8.8 regexp — Junior¶

Audience. You've matched a few patterns in another language — Python, JavaScript, maybe grep — and now you need to do it in Go. By the end of this file you will know which method to call, how to compile a pattern correctly, the syntax that actually works (and the common syntax that doesn't), and the dozen patterns that cover most day-to-day work.

1. The first thing to know: this is RE2, not PCRE¶

Go's regexp package implements RE2, not Perl Compatible Regular Expressions. The practical consequence:

• No backreferences. (\w+)\s+\1 is not a valid pattern in Go.
• No lookahead or lookbehind. (?=...), (?!...), (?<=...), (?<!...) are all unsupported.
• Everything else is fine. Character classes, quantifiers, alternation, groups, named captures, Unicode classes — all there.

Why the missing features? RE2 guarantees match time linear in the length of the input, regardless of the pattern. Backreferences and lookaround would break that guarantee. The trade-off is worth it: a PCRE engine on a malicious pattern can pin a CPU for minutes. A Go regexp cannot.

If a tutorial tells you to use (?<=foo)bar and you copy-paste it into Go, the compile fails with error parsing regexp: invalid or unsupported Perl syntax. The fix is almost always to restructure the match — capture the prefix as a group and ignore it, instead of using lookbehind to assert it.

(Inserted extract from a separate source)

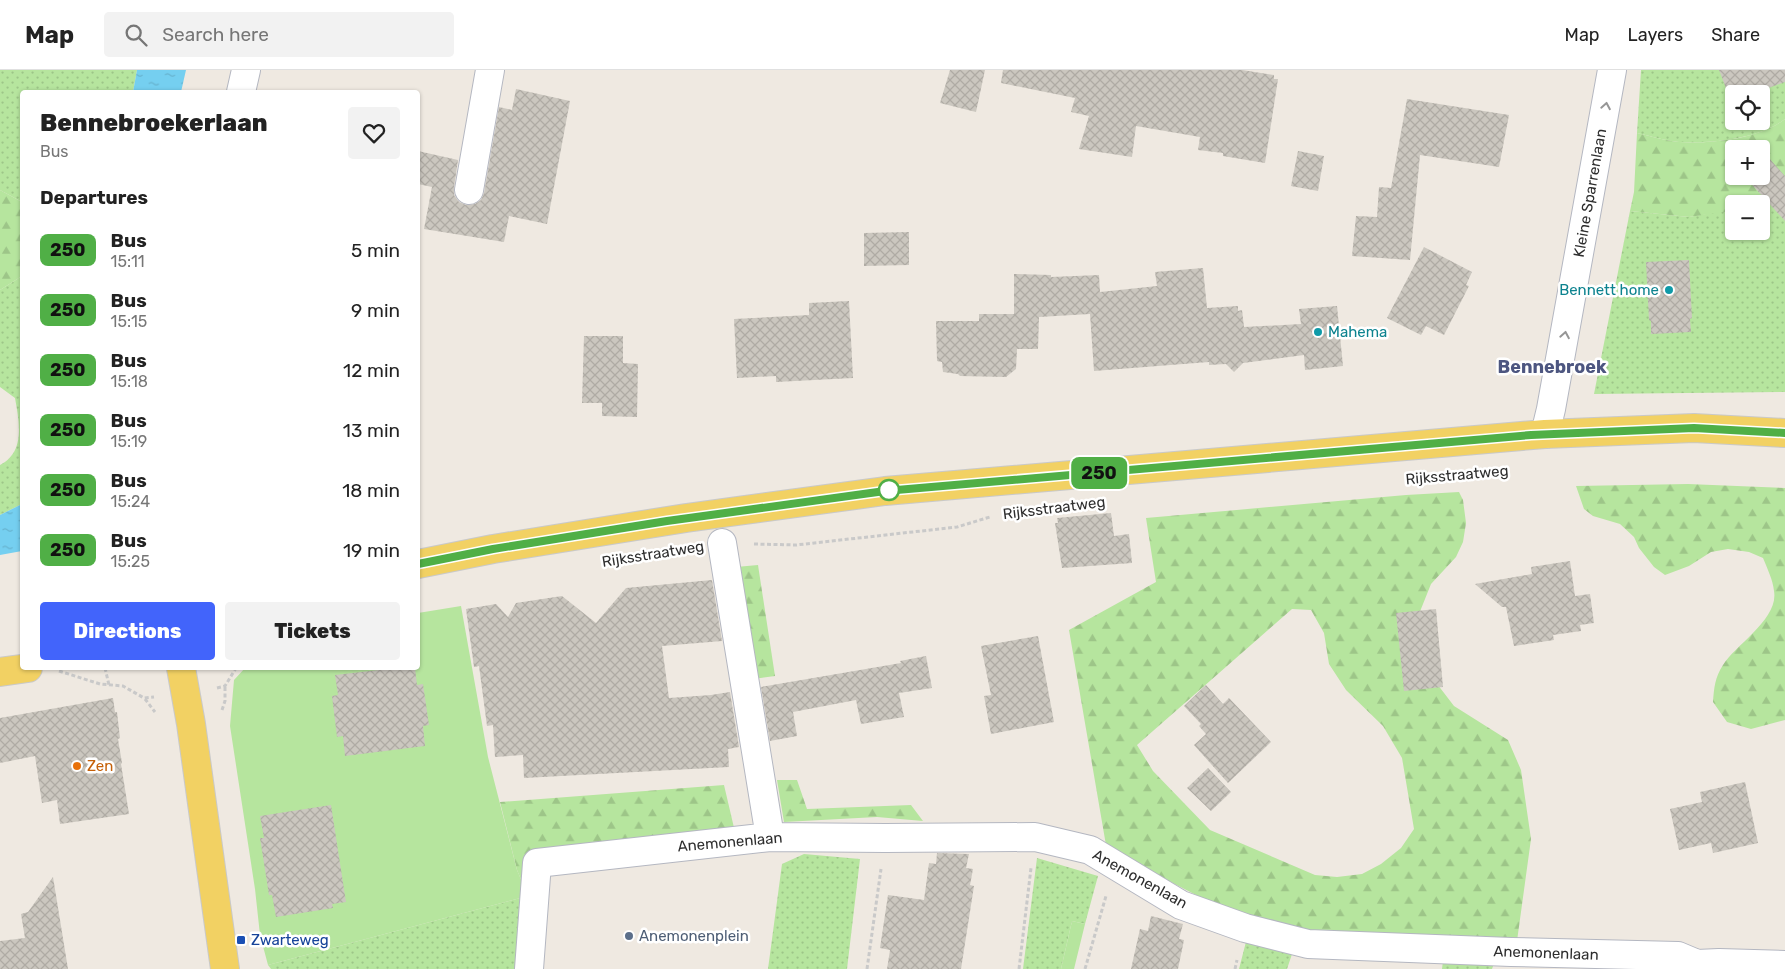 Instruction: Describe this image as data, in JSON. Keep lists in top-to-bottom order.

2. Compile, MustCompile, or CompilePOSIX¶

There are three constructors:

re, err := regexp.Compile(`\d+`)            // returns (*Regexp, error)
re := regexp.MustCompile(`\d+`)             // panics on bad pattern
re := regexp.MustCompile(`(?i)hello`)       // ditto
rePOSIX, _ := regexp.CompilePOSIX(`a|aa`)   // leftmost-longest semantics

The rule is simple:

MustCompile is the right choice for constants. It runs once at program startup; if the pattern is wrong, you find out immediately with a clear panic, not at the moment a request finally exercises that code path. Don't be afraid of the panic — it can only fire on program-author bugs, never on user input.

var emailish = regexp.MustCompile(`^[^@\s]+@[^@\s]+\.[^@\s]+$`)

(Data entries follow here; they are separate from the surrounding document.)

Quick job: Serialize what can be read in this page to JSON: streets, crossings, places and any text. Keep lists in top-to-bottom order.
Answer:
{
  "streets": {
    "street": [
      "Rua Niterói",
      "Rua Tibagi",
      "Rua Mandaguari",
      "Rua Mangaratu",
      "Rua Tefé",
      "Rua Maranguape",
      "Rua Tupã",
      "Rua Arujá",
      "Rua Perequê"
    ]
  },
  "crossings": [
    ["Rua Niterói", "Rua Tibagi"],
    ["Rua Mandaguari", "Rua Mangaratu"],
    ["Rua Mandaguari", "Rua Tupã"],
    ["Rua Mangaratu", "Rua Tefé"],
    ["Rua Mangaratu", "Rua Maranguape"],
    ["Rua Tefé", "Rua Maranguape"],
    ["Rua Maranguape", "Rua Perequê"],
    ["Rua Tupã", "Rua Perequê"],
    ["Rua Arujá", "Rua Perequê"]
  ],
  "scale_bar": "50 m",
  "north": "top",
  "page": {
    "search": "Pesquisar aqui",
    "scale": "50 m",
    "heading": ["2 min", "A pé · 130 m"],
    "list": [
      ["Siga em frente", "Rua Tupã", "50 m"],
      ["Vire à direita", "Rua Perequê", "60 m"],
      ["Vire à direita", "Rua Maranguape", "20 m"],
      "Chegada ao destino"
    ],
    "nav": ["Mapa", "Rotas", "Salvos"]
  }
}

func looksLikeEmail(s string) bool {
    return emailish.MatchString(s)
}

Compile returns an error you must handle. Reach for it when the pattern comes from outside your code — a config file, a query string, a database. Never use MustCompile on user input; a malicious user can crash your service with one bad character.

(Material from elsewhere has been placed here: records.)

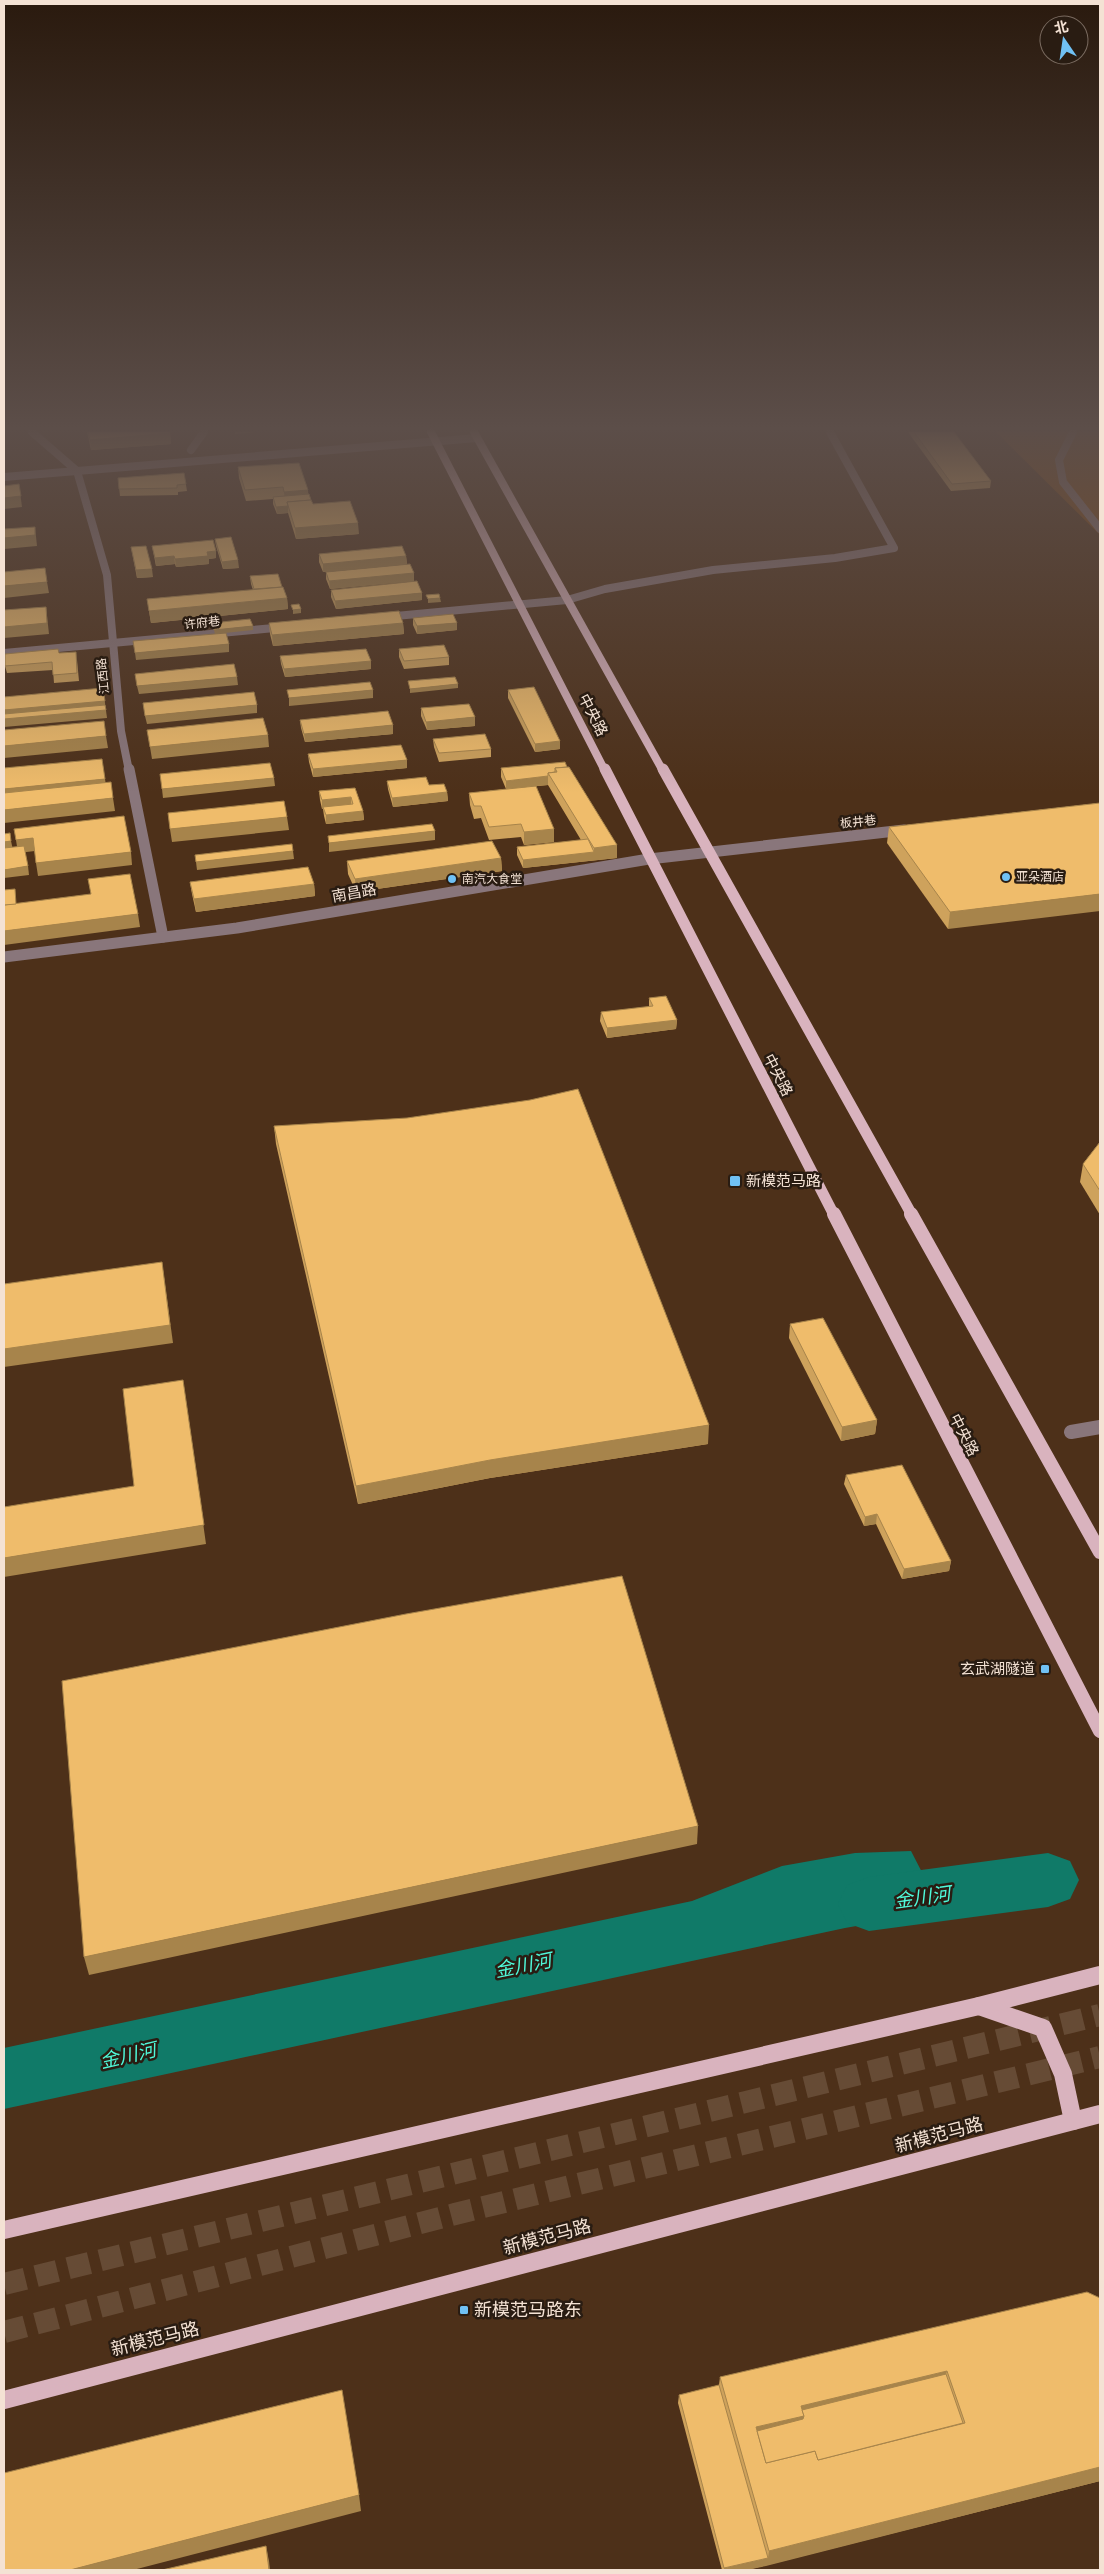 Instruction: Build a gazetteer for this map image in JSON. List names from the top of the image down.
{
  "streets": {
    "main road": ["中央路", "新模范马路"],
    "street": [
      "许府巷",
      "江西路",
      "板井巷",
      "南昌路"
    ]
  },
  "crossings": [
    ["许府巷", "江西路"],
    ["江西路", "南昌路"],
    ["中央路", "南昌路"],
    ["板井巷", "南昌路"]
  ],
  "water": ["金川河"],
  "places": {
    "other": ["亚朵酒店", "南汽大食堂"],
    "transit": ["新模范马路", "玄武湖隧道", "新模范马路东"]
  },
  "north": "top"
} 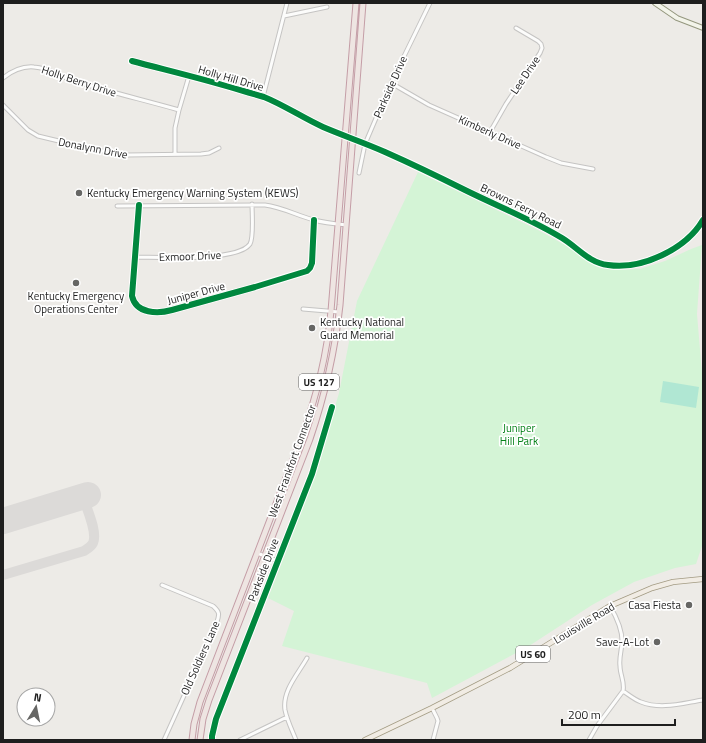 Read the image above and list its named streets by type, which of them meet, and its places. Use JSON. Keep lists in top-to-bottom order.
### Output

CompilePOSIX changes match semantics, not syntax. We'll cover the difference in senior.md. For now: 99% of the time you want Compile or MustCompile.

3. The method matrix, in one table¶

The *Regexp type has a lot of methods. They fit a grid:

Reading the table:

• Pick a row by what you have (a string, a []byte, or an io.Reader).
• Pick a column by what you want (a yes/no answer, the first match, every match, a replacement, or the parts between matches).
• Add Submatch if you want capture groups, or Index if you want byte offsets instead of strings.

There are also *Func variants (ReplaceAllStringFunc, ReplaceAllFunc) that take a callback for replace logic. We'll cover them in middle.md.

4. The four methods you'll use most¶

Most code uses exactly four:

re := regexp.MustCompile(`\d+`)

re.MatchString("abc 123 def")         // true
re.FindString("abc 123 def")          // "123"
re.FindAllString("a 1 b 22 c 333", -1) // []string{"1", "22", "333"}
re.ReplaceAllString("hi 12 there", "*") // "hi * there"

Notes:

• FindAllString's second argument is a max-match cap. -1 means "no cap, return everything." 2 means "stop after 2 matches." Almost always pass -1.
• FindString returns "" if there is no match. So does an empty match. If you need to distinguish "no match" from "matched empty string," use FindStringIndex and check for a nil result.
• ReplaceAllString returns the original string if there's no match. No allocation in that case (Go 1.22+).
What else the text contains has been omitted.